WORK ORDER =>
Whenever a line carries the word "margin", pull it out of the entries.

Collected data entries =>
*-*-*
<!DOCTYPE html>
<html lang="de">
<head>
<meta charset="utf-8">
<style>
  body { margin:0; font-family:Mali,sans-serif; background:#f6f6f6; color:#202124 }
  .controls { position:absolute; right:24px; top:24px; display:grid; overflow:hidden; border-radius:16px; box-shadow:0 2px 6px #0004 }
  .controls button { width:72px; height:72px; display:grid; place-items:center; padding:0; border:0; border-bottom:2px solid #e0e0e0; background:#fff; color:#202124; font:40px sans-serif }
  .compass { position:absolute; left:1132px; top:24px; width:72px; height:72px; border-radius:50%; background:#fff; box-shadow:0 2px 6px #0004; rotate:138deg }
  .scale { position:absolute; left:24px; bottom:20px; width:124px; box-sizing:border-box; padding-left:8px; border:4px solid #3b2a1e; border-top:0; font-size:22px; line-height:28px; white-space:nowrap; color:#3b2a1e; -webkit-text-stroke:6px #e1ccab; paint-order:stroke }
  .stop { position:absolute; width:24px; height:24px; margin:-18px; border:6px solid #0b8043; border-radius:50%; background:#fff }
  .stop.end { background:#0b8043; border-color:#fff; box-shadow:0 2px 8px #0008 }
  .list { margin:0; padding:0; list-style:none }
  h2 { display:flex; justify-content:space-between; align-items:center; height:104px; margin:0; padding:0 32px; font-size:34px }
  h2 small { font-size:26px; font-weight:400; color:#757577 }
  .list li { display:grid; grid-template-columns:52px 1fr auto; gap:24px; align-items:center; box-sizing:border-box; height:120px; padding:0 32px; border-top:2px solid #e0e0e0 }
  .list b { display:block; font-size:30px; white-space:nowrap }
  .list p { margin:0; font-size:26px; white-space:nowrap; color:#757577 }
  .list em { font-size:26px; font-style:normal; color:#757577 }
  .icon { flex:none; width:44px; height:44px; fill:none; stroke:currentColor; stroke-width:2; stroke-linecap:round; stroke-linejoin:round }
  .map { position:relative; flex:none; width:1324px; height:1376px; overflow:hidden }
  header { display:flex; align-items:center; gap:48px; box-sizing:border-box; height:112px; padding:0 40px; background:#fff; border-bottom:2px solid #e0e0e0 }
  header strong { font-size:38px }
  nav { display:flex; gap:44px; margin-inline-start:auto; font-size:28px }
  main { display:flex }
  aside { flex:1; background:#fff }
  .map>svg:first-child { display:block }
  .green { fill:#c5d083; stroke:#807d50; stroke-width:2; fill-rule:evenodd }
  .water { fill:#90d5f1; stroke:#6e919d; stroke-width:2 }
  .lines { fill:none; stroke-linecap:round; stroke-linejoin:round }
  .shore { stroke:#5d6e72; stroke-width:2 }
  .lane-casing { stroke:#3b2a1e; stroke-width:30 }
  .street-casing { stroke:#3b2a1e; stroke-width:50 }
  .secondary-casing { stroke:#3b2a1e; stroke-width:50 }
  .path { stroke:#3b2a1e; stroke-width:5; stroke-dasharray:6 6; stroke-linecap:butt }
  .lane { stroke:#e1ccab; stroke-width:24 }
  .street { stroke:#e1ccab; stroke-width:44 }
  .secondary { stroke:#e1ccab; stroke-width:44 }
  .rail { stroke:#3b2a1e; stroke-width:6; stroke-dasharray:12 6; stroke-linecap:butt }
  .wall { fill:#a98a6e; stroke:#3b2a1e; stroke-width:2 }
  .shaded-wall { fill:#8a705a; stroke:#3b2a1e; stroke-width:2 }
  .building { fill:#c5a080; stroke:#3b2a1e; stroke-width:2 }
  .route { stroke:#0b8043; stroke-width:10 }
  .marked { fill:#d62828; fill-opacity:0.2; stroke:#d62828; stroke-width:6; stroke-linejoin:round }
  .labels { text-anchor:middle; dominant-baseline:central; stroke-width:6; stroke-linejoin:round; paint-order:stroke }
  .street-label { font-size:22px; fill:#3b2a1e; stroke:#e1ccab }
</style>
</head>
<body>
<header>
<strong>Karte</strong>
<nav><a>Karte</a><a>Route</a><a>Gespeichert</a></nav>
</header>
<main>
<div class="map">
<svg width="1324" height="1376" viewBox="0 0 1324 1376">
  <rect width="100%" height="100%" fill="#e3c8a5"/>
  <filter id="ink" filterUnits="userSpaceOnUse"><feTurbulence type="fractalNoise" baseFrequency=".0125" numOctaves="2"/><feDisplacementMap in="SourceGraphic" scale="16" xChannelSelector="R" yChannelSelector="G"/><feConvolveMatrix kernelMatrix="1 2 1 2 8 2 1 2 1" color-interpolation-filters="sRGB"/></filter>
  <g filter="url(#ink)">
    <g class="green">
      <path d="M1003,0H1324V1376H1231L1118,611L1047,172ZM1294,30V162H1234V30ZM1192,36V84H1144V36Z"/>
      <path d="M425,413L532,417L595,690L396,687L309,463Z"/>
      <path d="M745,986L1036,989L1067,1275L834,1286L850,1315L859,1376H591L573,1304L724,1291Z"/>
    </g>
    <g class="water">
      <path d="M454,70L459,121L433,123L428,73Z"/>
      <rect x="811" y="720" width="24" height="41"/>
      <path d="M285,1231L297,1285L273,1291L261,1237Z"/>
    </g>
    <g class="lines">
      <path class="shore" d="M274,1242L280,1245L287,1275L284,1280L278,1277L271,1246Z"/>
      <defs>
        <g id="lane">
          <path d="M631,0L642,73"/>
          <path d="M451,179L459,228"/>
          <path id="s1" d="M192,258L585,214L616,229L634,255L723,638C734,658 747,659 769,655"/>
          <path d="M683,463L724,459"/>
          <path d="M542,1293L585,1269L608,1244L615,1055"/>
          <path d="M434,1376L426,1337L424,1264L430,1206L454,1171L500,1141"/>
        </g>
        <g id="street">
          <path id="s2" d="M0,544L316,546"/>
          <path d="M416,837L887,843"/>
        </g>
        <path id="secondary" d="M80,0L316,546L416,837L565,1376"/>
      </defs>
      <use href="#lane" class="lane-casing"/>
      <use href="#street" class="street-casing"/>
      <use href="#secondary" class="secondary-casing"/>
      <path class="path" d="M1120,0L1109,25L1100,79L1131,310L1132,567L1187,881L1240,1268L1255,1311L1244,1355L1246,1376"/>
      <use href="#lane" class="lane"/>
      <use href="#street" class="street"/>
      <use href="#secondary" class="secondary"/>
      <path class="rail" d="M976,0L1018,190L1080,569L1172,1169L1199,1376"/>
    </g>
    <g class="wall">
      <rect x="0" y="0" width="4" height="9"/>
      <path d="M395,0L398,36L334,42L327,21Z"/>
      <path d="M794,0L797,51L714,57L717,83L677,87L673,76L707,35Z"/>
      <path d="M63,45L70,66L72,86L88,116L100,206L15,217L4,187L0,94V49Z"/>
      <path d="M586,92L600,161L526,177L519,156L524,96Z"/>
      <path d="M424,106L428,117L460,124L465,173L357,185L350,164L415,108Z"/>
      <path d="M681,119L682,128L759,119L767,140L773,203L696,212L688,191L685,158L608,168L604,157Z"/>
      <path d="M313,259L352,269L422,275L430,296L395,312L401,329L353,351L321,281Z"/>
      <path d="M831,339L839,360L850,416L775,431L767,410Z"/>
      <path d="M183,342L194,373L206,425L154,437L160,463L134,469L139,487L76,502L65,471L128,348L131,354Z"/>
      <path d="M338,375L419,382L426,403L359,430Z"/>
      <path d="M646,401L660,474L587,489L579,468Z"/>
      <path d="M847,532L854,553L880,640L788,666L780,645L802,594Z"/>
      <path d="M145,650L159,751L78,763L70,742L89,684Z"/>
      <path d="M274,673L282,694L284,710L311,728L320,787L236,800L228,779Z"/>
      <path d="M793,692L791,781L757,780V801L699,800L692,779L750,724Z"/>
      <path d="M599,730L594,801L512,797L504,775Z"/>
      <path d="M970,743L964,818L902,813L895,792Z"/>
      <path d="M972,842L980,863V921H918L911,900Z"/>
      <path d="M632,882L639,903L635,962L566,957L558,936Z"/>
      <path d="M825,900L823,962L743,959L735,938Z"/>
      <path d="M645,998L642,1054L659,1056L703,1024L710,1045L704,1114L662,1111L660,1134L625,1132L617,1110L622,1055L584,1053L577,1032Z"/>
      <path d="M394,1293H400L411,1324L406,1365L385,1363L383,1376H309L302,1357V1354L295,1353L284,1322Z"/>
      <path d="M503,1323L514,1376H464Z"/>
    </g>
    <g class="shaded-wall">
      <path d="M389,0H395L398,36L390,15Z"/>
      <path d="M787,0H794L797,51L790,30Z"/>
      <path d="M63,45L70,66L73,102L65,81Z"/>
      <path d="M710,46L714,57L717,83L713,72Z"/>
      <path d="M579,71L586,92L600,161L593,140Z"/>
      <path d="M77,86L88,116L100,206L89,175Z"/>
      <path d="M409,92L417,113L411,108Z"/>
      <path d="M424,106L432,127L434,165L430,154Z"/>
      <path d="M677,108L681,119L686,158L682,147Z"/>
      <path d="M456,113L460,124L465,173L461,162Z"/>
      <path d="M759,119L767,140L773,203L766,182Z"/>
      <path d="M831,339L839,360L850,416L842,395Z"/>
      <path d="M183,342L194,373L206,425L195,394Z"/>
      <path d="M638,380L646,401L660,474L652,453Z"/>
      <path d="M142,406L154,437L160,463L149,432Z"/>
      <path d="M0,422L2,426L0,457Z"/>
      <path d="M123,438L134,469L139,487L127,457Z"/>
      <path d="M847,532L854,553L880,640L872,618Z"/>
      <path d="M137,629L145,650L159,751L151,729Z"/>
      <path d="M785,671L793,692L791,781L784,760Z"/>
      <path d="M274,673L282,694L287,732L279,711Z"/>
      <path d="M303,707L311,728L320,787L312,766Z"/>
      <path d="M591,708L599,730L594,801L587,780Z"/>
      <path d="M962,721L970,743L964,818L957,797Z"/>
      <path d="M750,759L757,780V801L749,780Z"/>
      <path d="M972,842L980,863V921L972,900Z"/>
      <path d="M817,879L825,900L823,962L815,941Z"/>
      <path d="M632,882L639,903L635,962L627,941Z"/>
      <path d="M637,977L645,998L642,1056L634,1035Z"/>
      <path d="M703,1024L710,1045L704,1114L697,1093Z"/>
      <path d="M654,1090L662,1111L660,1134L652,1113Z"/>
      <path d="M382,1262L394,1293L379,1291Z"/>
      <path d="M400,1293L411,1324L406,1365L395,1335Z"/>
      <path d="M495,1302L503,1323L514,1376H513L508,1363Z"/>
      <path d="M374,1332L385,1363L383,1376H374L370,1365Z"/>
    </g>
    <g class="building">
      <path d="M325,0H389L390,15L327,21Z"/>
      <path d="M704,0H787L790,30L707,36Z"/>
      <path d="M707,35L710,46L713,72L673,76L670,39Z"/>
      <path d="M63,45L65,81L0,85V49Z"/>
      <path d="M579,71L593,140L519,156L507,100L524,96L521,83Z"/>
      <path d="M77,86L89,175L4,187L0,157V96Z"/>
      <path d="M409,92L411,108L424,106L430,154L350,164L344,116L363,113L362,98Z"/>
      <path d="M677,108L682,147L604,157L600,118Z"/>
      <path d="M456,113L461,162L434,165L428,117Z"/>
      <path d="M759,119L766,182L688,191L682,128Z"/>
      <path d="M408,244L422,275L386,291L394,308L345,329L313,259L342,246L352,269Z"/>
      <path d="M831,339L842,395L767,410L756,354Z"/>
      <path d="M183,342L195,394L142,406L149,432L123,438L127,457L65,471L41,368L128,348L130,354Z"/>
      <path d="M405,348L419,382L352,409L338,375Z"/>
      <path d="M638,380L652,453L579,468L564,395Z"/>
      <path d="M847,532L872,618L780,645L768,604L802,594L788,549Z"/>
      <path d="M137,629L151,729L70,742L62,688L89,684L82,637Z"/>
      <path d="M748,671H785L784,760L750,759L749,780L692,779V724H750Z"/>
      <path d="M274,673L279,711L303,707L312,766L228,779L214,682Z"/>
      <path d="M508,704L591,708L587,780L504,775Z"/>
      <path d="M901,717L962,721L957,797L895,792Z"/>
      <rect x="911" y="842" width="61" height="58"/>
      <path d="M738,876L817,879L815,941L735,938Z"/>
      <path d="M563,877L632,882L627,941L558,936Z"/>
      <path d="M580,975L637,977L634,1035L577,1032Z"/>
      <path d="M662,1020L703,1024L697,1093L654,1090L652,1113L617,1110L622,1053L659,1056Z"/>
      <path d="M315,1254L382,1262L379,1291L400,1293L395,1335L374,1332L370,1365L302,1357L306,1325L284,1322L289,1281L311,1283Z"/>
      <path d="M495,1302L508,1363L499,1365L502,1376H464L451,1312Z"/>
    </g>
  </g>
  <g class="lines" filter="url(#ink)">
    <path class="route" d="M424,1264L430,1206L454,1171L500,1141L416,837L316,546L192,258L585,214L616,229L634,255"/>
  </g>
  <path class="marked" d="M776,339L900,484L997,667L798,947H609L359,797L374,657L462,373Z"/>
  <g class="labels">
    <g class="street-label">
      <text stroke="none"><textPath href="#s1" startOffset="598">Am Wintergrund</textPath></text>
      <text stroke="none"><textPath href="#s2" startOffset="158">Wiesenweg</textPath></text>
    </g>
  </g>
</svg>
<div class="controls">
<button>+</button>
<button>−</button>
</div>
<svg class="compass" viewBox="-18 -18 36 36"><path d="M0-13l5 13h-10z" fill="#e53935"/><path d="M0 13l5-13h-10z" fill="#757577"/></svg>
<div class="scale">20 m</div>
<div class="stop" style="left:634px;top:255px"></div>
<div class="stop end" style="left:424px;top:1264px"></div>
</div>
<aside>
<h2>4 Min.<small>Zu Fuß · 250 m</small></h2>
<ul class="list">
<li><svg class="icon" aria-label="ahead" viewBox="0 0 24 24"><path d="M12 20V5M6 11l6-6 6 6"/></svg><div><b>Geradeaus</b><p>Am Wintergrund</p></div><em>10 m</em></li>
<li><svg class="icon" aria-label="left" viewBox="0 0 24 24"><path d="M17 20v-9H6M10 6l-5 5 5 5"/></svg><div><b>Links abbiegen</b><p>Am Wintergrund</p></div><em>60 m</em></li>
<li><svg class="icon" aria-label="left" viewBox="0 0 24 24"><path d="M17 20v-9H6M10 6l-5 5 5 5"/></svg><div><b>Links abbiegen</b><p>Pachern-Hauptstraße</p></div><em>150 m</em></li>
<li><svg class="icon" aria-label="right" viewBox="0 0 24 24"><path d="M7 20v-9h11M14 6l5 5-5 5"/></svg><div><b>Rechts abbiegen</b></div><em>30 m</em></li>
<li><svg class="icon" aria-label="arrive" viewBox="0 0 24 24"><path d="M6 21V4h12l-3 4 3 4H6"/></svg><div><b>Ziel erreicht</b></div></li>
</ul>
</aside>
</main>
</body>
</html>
*-*-*
ANSWER =>
  body { margin:0; font-family:Mali,sans-serif; background:#f6f6f6; color:#202124 }
  .stop { position:absolute; width:24px; height:24px; margin:-18px; border:6px solid #0b8043; border-radius:50%; background:#fff }
  .list { margin:0; padding:0; list-style:none }
  h2 { display:flex; justify-content:space-between; align-items:center; height:104px; margin:0; padding:0 32px; font-size:34px }
  .list p { margin:0; font-size:26px; white-space:nowrap; color:#757577 }
  nav { display:flex; gap:44px; margin-inline-start:auto; font-size:28px }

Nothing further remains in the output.